The Des Moines Register poll released Saturday night showed Santorum with 15 percent –behind Romney with 24 percent and Paul with 22 percent. (The margin of error is four percent.) The Register suggested Santorum’s support may actually be higher because his numbers were higher during the last two days of the four-days polling.
“Looking just at the final day of polling,” stated the Register, Santorum “was just one point down from Romney’s 23 percent on Friday.”
The survey polled 602 likely Republican caucus goers December 27-28, and another 302 on December 29-30.
The Register poll also indicated that Santorum’s supporters showed a greater likelihood of showing up at the caucuses (76 percent) than those of other candidates.
Polls also indicated that 41 percent of Iowa Republicans are undecided going into the caucuses.
The Iowa Republican Party, which runs the caucuses, said it will be reporting the results for Michele Bachmann, Herman Cain, Newt Gingrich, Jon Huntsman, Ron Paul, Rick Perry, Buddy Roemer, Mitt Romney, Rick Santorum, “No Preference,” and “Other.” Notably missing from the list, of course, is openly gay candidate Fred Karger.
I would not worry too much about Santorum. There is close to zero chance he’d be nominated and even if he were, the chances in the general election are slim. I think his uptick is due to the zealot-factor. That is, those who are very committed to a cause, while a minority compared to the State’s population, have a high-percentage turnout. A hundred-percent of ten people does not beat twenty-percent of a thousand people.
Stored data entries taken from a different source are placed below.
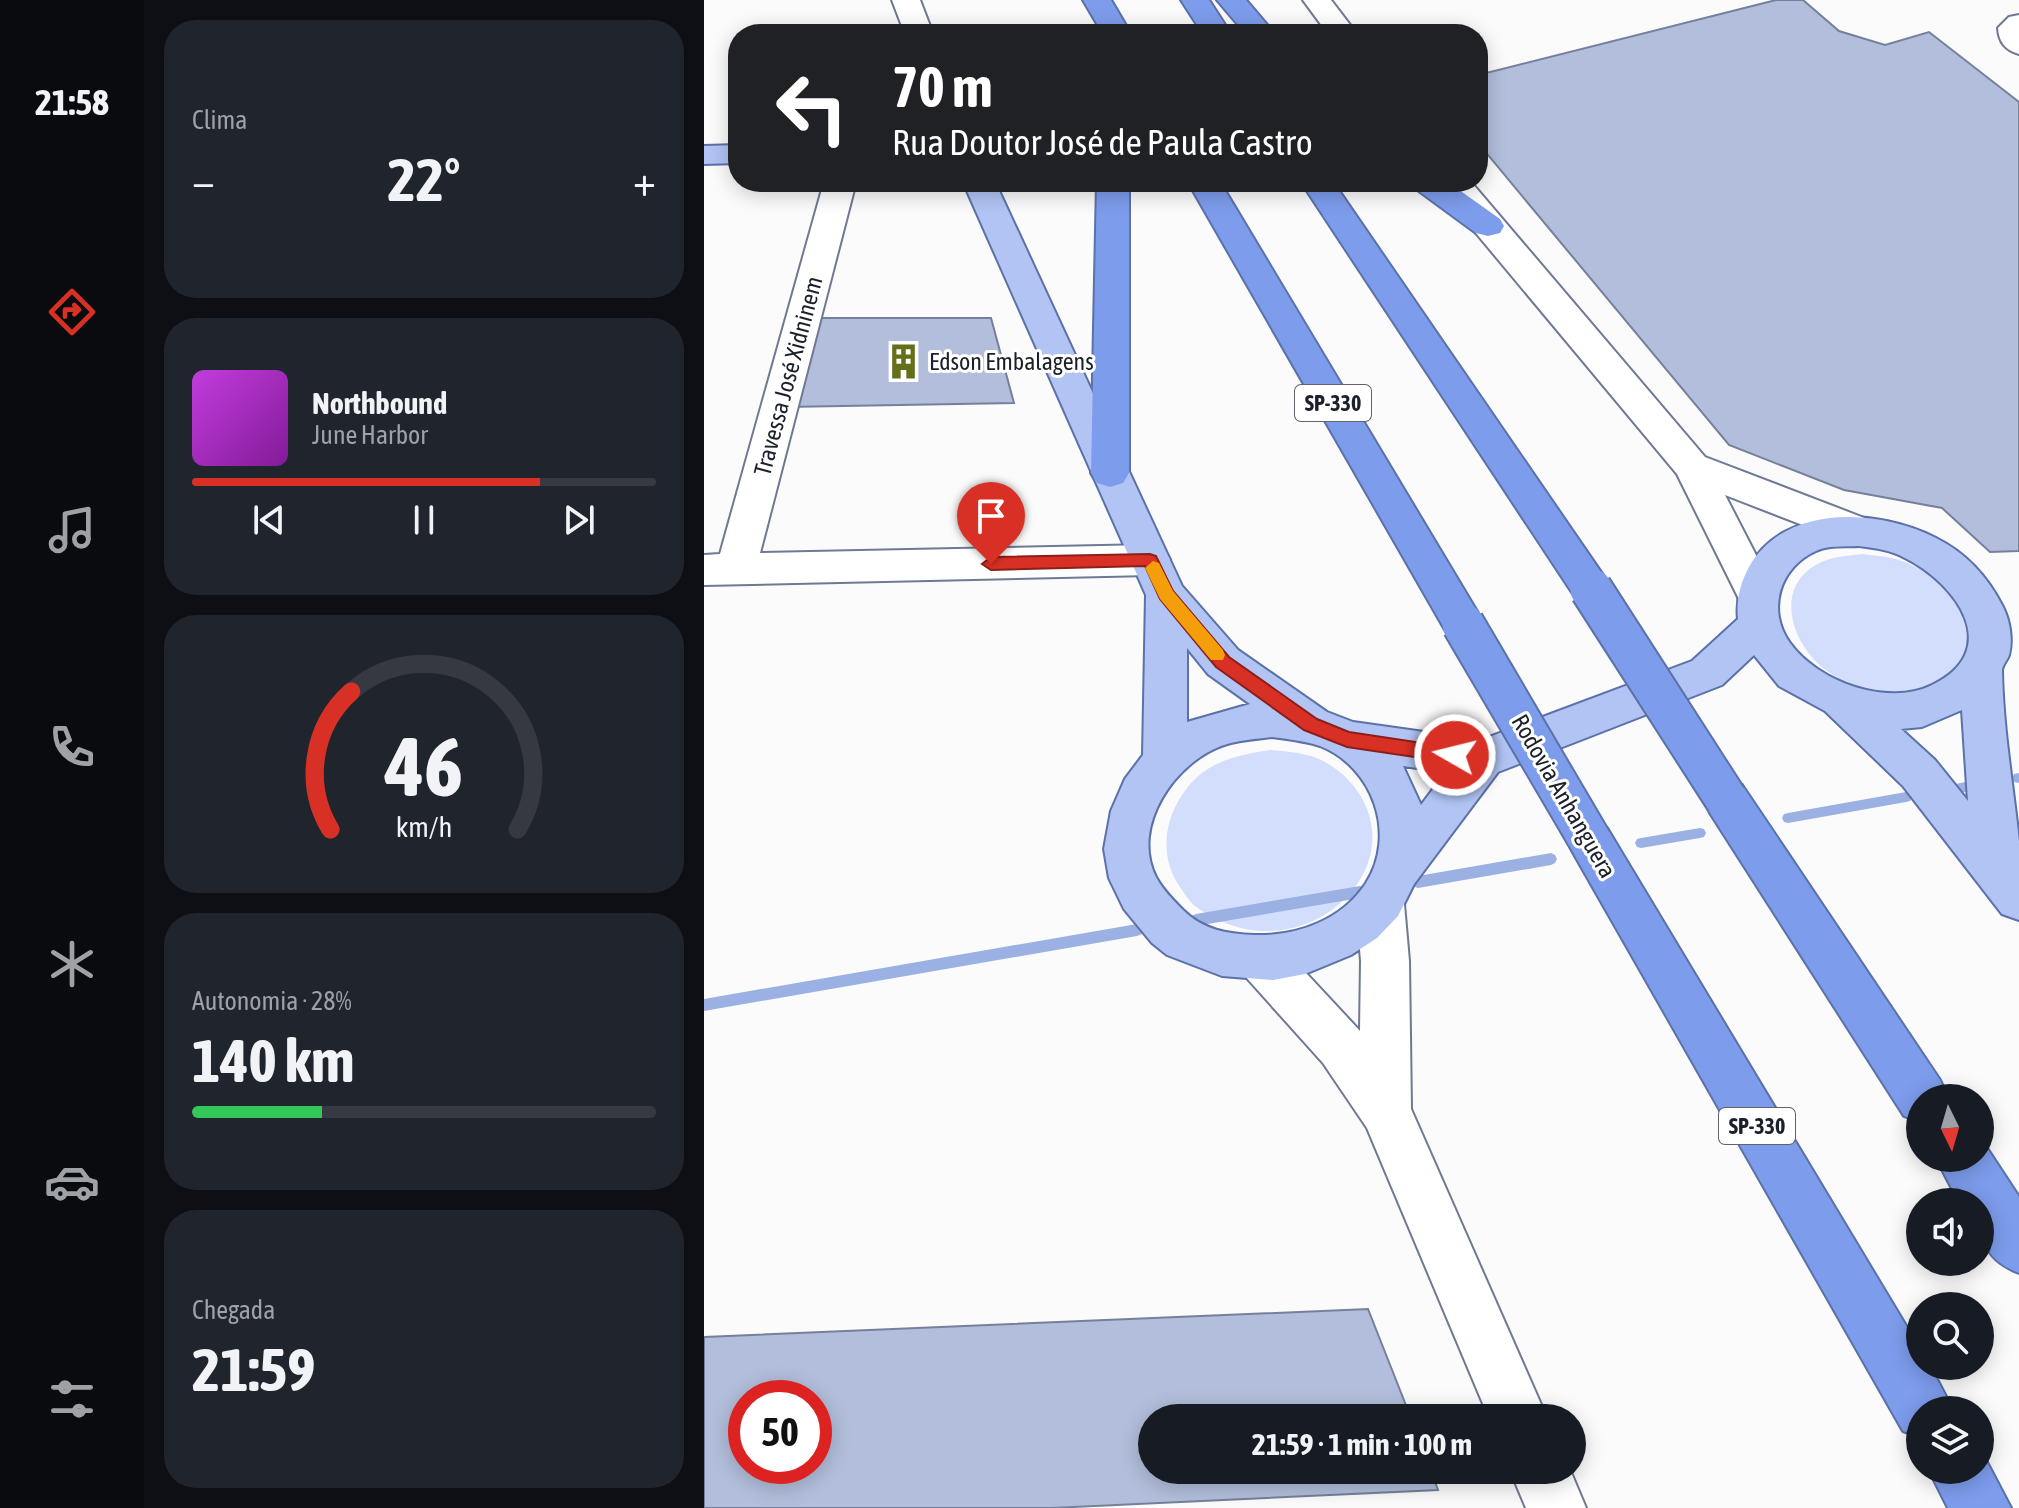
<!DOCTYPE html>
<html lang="pt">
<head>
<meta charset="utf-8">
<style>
  :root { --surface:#171b24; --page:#20242c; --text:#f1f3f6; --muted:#9ea1a6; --line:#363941; --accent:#d93025 }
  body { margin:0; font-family:"Asap Condensed",sans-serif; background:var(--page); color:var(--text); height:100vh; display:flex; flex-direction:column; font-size:30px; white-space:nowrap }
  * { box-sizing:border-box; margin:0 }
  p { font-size:26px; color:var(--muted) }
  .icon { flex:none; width:44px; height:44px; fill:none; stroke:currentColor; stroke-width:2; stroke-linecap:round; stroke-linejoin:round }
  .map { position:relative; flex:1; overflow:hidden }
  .drawer { display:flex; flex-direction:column; gap:20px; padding:20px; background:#0d0f14; width:560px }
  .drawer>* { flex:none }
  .top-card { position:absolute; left:24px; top:24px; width:760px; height:168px; border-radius:32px; box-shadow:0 4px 20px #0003; background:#202124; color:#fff; overflow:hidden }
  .needle { width:52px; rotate:175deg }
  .buttons { position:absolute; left:1202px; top:1084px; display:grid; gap:16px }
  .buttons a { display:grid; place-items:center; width:88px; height:88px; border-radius:50%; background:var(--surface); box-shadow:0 4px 20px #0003; font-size:40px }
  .speed { position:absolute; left:24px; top:1380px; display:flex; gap:16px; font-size:40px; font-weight:700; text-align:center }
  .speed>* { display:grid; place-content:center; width:104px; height:104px; border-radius:50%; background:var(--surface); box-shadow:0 4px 20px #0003; line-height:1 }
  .speed .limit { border:12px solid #d22; background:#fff; color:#111 }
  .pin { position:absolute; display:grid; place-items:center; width:68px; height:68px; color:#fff; margin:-82px -34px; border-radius:50% 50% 50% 0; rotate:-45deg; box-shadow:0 0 8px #0007 }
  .pin .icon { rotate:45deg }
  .me { position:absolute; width:88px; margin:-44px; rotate:278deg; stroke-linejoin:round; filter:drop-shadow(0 0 6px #0008) }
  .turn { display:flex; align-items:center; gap:28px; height:168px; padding:0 32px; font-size:36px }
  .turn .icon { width:104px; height:104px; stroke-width:2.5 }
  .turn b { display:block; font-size:56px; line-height:68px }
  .big { font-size:60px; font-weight:700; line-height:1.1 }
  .drawer .card { flex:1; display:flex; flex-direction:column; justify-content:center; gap:12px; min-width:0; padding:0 28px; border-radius:32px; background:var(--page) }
  .drawer .dial { align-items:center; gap:0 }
  .dial svg { height:208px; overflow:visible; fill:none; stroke:var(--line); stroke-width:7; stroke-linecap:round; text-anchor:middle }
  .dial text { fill:var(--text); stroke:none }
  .song { display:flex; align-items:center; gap:24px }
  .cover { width:96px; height:96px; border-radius:12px; background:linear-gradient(135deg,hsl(290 70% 55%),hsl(290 70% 35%)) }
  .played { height:8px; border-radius:4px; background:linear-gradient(90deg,var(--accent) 75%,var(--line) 75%) }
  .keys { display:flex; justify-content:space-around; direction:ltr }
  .heat { display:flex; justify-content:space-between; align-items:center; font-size:44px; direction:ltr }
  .charge { height:12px; border-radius:6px; background:linear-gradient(90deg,#34c759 28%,var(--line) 0) }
  .trip { position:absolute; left:434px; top:1404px; width:448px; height:80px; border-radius:40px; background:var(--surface); box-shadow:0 4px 20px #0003; font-weight:700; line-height:80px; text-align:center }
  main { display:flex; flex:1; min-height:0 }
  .tabs { display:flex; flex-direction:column; width:144px; justify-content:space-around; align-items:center; background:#090b0e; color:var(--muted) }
  .tabs .icon { width:56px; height:56px }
  .tabs .current { color:var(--accent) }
  .tabs b { font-size:36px; color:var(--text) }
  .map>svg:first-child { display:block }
</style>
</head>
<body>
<main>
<nav class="tabs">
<b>21:58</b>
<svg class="icon current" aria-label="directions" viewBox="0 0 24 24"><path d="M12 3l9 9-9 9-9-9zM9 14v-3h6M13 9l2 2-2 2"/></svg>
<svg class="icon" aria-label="music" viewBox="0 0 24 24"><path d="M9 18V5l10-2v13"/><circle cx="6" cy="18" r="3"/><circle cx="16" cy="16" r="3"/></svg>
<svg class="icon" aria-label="phone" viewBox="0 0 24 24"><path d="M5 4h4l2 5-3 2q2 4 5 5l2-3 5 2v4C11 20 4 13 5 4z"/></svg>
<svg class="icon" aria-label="climate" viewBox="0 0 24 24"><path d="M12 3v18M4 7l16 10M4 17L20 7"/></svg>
<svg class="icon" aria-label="car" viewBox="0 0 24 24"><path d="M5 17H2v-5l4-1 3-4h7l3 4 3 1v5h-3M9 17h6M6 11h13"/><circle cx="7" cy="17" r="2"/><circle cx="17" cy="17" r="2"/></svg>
<svg class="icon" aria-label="filters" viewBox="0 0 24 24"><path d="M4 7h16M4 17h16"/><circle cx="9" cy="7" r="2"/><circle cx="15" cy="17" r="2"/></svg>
</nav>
<section class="drawer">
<div class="card"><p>Clima</p>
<div class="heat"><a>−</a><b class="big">22°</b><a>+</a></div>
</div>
<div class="card">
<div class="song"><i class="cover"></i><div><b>Northbound</b><p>June Harbor</p></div></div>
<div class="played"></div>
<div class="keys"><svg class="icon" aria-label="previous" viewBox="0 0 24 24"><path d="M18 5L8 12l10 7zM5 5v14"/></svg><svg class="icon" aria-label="pause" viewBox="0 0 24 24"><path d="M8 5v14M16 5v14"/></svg><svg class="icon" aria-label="next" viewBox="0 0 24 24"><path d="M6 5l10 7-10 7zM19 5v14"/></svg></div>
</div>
<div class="card dial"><svg viewBox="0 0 100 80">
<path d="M14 69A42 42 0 1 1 86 69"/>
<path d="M14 69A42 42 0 0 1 22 16" stroke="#d93025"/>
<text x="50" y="56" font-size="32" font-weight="700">46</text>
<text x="50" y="72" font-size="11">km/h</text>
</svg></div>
<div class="card"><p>Autonomia · 28%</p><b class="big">140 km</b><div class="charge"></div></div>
<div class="card"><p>Chegada</p><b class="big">21:59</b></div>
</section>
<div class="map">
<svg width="1315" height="1508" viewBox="0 0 1315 1508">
  <rect width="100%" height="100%" fill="#fbfbfb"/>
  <!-- green -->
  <g fill="#d2defc">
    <path d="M1159,554C1171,556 1184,556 1195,560C1236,574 1286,616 1260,663C1253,676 1237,687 1222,690C1189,695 1152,692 1123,671C1082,641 1067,575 1129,558C1138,556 1149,555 1159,554Z"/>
    <path d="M566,750C578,751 591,752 603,755C620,759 637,771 648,784C702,849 640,930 565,931C539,932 511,921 491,906C485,901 480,893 476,887C451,851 463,806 493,777C513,759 541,754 566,750Z"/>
  </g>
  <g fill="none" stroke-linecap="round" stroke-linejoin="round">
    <!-- stream -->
    <g fill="#9bb0e3" fill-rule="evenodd">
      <polygon points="1315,773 1315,783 1310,782 1308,778 1310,774"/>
      <polygon points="1266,781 1270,782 1272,786 1270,790 1251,794 1247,793 1245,789 1247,785"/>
      <polygon points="1202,792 1206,793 1208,797 1206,801 1202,802 1084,823 1080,822 1078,818 1080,814 1084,813"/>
      <polygon points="996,828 1000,829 1002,833 1000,837 996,838 937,848 933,847 931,843 933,839 937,838"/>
      <polygon points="847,853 851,855 853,859 851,863 847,865 714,888 709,886 708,882 709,878 714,876"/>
      <polygon points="656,886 661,888 662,892 661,896 656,898 492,926 487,924 486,920 487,916 492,914"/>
      <polygon points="433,924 438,926 440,930 438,934 433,936 0,1011 0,999"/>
    </g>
  </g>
  <!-- building -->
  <g fill="#b2bedb" stroke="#75809b" stroke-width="2" fill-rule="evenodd">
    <polygon points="1072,0 1099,0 1135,31 1181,45 1225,32 1315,102 1315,551 1286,552 1238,508 1140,490 1025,445 774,143 774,75"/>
    <polygon points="113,318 287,318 310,403 82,407"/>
    <path d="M664,1309L707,1418H448V1470H727L734,1490L348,1508H0V1337ZM42,1398H110V1466H42Z"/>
  </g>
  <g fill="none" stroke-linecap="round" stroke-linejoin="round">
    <defs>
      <g id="minor">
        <polygon points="188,0 216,0 229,34 201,34"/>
        <polygon points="599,0 627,0 653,34 624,34"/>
        <path d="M1315,15V54C1301,50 1295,42 1294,28L1305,17Z"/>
        <polygon points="120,182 152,182 56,553 446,545 460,549 466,560 460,571 446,575 0,585 0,555 16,554"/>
        <polygon points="734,182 767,182 1001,457 1168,521 1174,531 1168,541 1154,546 1140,541 1021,495 1072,594 1066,605 1052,610 1038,605 973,474 772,233"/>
        <polygon points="676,883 693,889 700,904 705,961 707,1109 843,1418 785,1418 663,1128 619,1063 541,976 534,960 541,944 558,938 575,944 656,1031 657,961 652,904 659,889"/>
        <polygon points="806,1470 866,1470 882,1508 822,1508"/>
      </g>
      <g id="major">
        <polygon points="34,145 34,163 0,164 0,146"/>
        <path d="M259,182H291L478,586L534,650L623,712L649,722L777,740L988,661L1034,619C1032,600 1036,584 1045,567C1081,503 1175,509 1232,538C1262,553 1284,577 1299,607C1306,621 1309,640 1305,655C1303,661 1298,665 1298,671C1299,728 1309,784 1315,841C1315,867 1315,894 1315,920L1298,914L1199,786L1121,711L1075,686L1050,655L1018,685L794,772L710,884L694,916L673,938L647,955L601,974L569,980L518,976L463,955L448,943L420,909L405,878L400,849L407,811L421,779L439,755L442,595ZM1154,546C1170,548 1187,550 1201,558C1253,584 1300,650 1228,685C1184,707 1114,682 1086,643C1062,610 1076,567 1112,551C1124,545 1140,547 1154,546ZM483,648L504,674L546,704L483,722ZM1258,710L1264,801L1231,760L1197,729L1218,727ZM568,737C584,739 601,741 616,746C669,767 693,834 662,883C638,920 594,936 551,935C524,934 499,930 479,910C469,900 458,889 452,877C426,826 472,761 520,745C535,740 552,739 568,737ZM699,766L742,772L717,805Z"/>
      </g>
      <g id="highway">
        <polygon points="379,0 407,0 427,34 399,34"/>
        <polygon points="477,0 505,0 527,34 499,34"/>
        <polygon points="513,0 542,0 571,34 542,34"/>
        <polygon points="393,182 425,182 425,473 419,483 406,487 393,483 387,473"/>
        <polygon points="484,182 516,182 774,613 780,624 774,635 759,640 744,635"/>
        <polygon points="597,182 629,182 901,578 907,589 901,600 887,605 873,600"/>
        <polygon points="707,182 744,182 796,219 800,226 796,233 784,236 772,233 712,189"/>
        <polygon points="1022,780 1038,785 1236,1080 1244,1098 1216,1098 1216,1122 1200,1116 1006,813 1000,799 1006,785"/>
        <polygon points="887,822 903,828 1216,1349 1216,1366 1226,1366 1249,1410 1216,1410 1216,1437 1199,1431 871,856 864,842 871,828"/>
        <path d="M1277,1139L1315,1197V1273C1279,1259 1276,1238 1276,1202H1255L1232,1158H1276Z"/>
        <polygon points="1276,1449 1307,1508 1244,1508 1225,1470 1276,1470"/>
      </g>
    </defs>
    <!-- minor casing -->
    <use href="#minor" stroke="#6e7994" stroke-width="4"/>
    <!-- major casing -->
    <use href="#major" stroke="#5b71a8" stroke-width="4"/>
    <!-- highway casing -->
    <use href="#highway" stroke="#5b71a8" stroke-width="4"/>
    <!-- minor -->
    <use href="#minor" fill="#fff" fill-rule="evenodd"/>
    <!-- major -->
    <use href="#major" fill="#b1c4f4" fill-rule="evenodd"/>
    <!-- highway -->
    <use href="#highway" fill="#7d9cec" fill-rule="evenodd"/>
    <defs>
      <g id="highway-bridge">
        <polyline points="887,589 1022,799"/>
        <polyline points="759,624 887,842"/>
      </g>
    </defs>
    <!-- highway-bridge casing -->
    <use href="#highway-bridge" stroke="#5b71a8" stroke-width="45" stroke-linecap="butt"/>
    <!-- highway-bridge -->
    <use href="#highway-bridge" stroke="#7d9cec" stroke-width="41"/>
  </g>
  <!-- route -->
  <polygon fill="#d93025" stroke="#8d1f18" stroke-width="2" points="446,554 452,556 469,591 525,657 613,719 645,732 751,748 757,750 760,755 757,761 751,763 643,747 600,730 512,667 456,599 441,566 287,570 278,564 287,557"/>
  <!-- slow -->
  <polygon fill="#f59e0b" points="449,561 455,563 469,591 519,650 521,655 519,660 507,660 456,599 441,568"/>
  <!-- icons -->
  <defs>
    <symbol id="building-bare" viewBox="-9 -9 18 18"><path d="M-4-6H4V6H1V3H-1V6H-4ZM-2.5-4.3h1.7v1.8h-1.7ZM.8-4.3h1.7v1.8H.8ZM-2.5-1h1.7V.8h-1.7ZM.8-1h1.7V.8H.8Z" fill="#637019" stroke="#fff" stroke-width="2.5" paint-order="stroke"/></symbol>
  </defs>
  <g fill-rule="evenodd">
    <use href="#building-bare" x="174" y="336" width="51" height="51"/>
  </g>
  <g text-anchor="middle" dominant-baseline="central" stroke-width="6" stroke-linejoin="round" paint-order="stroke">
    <!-- shield labels -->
    <g fill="#fff" stroke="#5f636a" stroke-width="2">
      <rect x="591" y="385" width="76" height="36" rx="6"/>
      <rect x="1015" y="1108" width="76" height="36" rx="6"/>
    </g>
    <g font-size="22" font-weight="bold" fill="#1b202a">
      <text x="629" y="403">SP-330</text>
      <text x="1053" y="1126">SP-330</text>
    </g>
    <!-- poi labels -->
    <g font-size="24" fill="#1b202a" stroke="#fff" text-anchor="start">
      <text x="225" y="361">Edson Embalagens</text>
    </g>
    <!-- street labels -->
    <g font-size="24" fill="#1b202a" stroke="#fff">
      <text transform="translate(84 376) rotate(-75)">Travessa José Xidninem</text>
      <text transform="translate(860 796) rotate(60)">Rodovia Anhanguera</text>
    </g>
  </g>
</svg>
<div class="buttons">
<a><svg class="needle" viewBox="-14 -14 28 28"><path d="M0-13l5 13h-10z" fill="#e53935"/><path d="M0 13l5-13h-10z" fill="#9ea1a6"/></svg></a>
<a><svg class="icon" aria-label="sound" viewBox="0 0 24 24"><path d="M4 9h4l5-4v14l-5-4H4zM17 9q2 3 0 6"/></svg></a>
<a><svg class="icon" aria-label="search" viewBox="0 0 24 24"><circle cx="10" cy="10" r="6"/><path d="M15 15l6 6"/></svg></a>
<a><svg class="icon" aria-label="layers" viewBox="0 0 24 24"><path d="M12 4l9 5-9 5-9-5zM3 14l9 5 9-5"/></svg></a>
</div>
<div class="speed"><div class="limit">50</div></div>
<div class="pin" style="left:287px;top:564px;background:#d93025"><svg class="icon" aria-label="arrive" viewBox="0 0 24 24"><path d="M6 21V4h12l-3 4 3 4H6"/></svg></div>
<svg class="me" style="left:751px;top:755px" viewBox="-20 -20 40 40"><circle r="17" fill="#d93025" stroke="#fff" stroke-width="3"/><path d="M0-11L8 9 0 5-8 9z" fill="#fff"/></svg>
<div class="trip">21:59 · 1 min · 100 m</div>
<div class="top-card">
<div class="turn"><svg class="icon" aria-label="left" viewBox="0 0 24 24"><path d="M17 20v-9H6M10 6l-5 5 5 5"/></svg><div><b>70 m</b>Rua Doutor José de Paula Castro</div></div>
</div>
</div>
</main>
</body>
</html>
It is striking to hear him, and other ultra-right wing religious conservatives, speak about social issues that have nothing to do with fiscal matters. It sounds like the talk heard in the 1950s and 1960s in the South when it came to race related issues. Just appalling. Sadly, they actually believe their rhetoric and that might be the scariest part of all. Few situations are more dangerous than a crowd of people who think they have God on their side.